[Provided records Boundary: Start]

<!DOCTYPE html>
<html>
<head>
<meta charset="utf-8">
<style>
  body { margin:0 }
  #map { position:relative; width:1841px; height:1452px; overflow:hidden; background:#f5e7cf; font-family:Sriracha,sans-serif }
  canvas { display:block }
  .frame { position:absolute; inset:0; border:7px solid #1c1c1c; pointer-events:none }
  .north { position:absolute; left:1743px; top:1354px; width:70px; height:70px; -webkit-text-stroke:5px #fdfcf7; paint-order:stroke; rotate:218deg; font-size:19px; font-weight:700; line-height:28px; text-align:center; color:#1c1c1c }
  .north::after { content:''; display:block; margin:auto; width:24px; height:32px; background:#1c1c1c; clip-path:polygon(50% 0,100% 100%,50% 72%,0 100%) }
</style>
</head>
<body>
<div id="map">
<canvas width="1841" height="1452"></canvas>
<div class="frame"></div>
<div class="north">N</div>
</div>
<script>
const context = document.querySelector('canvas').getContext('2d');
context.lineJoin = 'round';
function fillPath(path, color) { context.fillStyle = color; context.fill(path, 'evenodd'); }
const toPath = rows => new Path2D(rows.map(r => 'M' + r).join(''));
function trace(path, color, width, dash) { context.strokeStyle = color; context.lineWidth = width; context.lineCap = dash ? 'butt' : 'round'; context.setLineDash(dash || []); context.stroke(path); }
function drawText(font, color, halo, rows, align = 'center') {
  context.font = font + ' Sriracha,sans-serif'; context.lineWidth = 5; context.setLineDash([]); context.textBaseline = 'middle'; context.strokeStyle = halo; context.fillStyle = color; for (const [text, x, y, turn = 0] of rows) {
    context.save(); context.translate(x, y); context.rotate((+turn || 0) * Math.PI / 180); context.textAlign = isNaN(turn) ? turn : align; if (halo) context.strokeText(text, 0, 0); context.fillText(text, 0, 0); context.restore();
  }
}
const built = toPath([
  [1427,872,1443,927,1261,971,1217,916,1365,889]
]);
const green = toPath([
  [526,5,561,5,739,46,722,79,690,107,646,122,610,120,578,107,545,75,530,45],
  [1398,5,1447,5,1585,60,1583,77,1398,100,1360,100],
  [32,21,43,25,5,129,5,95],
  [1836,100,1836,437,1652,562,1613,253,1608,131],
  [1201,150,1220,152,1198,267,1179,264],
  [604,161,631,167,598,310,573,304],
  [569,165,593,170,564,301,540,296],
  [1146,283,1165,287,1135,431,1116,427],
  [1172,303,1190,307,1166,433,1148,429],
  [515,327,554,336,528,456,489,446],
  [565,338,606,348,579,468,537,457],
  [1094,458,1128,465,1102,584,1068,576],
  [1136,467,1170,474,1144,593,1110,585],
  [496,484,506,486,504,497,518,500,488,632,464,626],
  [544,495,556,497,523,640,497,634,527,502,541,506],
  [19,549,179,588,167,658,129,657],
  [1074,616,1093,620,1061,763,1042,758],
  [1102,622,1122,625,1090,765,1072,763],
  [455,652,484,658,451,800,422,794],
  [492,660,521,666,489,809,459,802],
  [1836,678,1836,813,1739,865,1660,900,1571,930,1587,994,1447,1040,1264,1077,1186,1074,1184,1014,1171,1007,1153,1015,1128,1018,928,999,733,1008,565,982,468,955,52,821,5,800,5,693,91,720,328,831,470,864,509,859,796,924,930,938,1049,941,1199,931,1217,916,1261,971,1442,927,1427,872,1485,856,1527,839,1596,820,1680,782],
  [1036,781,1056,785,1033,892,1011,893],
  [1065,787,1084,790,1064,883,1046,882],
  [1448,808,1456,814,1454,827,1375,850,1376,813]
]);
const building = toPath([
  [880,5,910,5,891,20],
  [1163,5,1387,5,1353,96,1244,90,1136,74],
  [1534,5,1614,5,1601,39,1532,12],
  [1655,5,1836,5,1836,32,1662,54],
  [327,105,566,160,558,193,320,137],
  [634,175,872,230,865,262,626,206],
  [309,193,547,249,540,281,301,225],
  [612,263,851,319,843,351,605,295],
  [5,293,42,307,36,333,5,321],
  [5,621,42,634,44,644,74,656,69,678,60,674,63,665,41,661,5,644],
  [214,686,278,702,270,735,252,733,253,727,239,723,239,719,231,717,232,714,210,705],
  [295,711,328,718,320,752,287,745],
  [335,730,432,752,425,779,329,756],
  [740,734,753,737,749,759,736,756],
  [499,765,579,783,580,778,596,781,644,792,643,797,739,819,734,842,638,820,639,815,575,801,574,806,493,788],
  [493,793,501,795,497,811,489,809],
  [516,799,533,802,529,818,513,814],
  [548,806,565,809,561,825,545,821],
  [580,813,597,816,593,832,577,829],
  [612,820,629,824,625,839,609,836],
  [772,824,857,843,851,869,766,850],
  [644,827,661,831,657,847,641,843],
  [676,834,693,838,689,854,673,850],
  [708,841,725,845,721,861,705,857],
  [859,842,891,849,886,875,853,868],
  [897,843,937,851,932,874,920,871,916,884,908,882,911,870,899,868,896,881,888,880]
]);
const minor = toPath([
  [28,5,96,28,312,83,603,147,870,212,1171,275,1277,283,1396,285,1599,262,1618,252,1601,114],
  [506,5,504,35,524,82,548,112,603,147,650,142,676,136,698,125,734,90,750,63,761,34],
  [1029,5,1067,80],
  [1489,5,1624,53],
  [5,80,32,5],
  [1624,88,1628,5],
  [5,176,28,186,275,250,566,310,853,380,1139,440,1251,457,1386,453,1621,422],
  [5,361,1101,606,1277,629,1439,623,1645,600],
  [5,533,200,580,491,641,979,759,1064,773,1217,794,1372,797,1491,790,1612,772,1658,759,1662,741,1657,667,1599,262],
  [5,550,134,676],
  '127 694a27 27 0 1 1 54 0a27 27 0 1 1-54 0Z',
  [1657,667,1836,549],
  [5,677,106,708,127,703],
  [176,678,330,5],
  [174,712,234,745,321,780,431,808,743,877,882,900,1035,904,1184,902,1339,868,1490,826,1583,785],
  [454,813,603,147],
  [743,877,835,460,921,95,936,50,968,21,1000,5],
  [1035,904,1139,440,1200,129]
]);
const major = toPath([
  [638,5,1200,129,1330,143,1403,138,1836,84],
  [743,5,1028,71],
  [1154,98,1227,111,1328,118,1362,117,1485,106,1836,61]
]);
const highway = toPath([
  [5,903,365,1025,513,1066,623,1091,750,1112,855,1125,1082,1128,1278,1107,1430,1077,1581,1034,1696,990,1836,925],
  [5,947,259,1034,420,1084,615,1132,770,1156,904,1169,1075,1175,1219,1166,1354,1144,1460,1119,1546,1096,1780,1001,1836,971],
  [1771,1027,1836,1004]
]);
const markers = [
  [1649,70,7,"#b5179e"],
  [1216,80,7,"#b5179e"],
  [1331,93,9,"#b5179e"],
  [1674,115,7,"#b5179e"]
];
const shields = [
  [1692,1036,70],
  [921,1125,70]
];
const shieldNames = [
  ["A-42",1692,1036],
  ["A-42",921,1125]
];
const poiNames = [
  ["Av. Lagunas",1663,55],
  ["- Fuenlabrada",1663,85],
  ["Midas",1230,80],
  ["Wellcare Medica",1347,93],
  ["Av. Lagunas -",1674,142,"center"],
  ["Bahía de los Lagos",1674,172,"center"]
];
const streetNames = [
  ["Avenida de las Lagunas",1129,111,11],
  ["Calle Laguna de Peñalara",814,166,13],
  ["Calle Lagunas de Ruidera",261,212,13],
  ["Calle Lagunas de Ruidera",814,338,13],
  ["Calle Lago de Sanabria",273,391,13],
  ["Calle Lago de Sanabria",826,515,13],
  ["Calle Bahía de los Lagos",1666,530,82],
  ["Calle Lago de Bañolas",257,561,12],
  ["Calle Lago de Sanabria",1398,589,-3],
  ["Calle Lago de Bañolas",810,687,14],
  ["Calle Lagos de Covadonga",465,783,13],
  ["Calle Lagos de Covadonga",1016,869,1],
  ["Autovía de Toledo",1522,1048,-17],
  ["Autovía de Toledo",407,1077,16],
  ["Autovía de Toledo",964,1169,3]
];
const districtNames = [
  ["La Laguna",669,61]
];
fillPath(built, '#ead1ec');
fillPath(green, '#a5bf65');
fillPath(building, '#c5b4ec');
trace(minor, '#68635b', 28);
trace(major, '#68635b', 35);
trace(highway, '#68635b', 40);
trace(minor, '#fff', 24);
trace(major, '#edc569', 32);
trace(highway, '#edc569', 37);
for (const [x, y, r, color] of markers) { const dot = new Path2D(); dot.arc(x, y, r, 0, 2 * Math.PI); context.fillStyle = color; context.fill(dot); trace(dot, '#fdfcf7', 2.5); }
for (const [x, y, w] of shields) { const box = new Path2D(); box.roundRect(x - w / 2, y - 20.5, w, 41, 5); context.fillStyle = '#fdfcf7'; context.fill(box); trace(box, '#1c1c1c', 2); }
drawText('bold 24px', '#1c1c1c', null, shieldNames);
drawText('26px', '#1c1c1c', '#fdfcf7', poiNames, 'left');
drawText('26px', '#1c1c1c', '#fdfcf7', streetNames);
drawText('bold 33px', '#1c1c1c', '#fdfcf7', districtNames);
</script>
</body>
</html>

[Provided records Boundary: End]

**Aim of the exercise**
Each line of the entries that contains "canvas" counts once; state the total as a bare number.

**Finished exercise**
3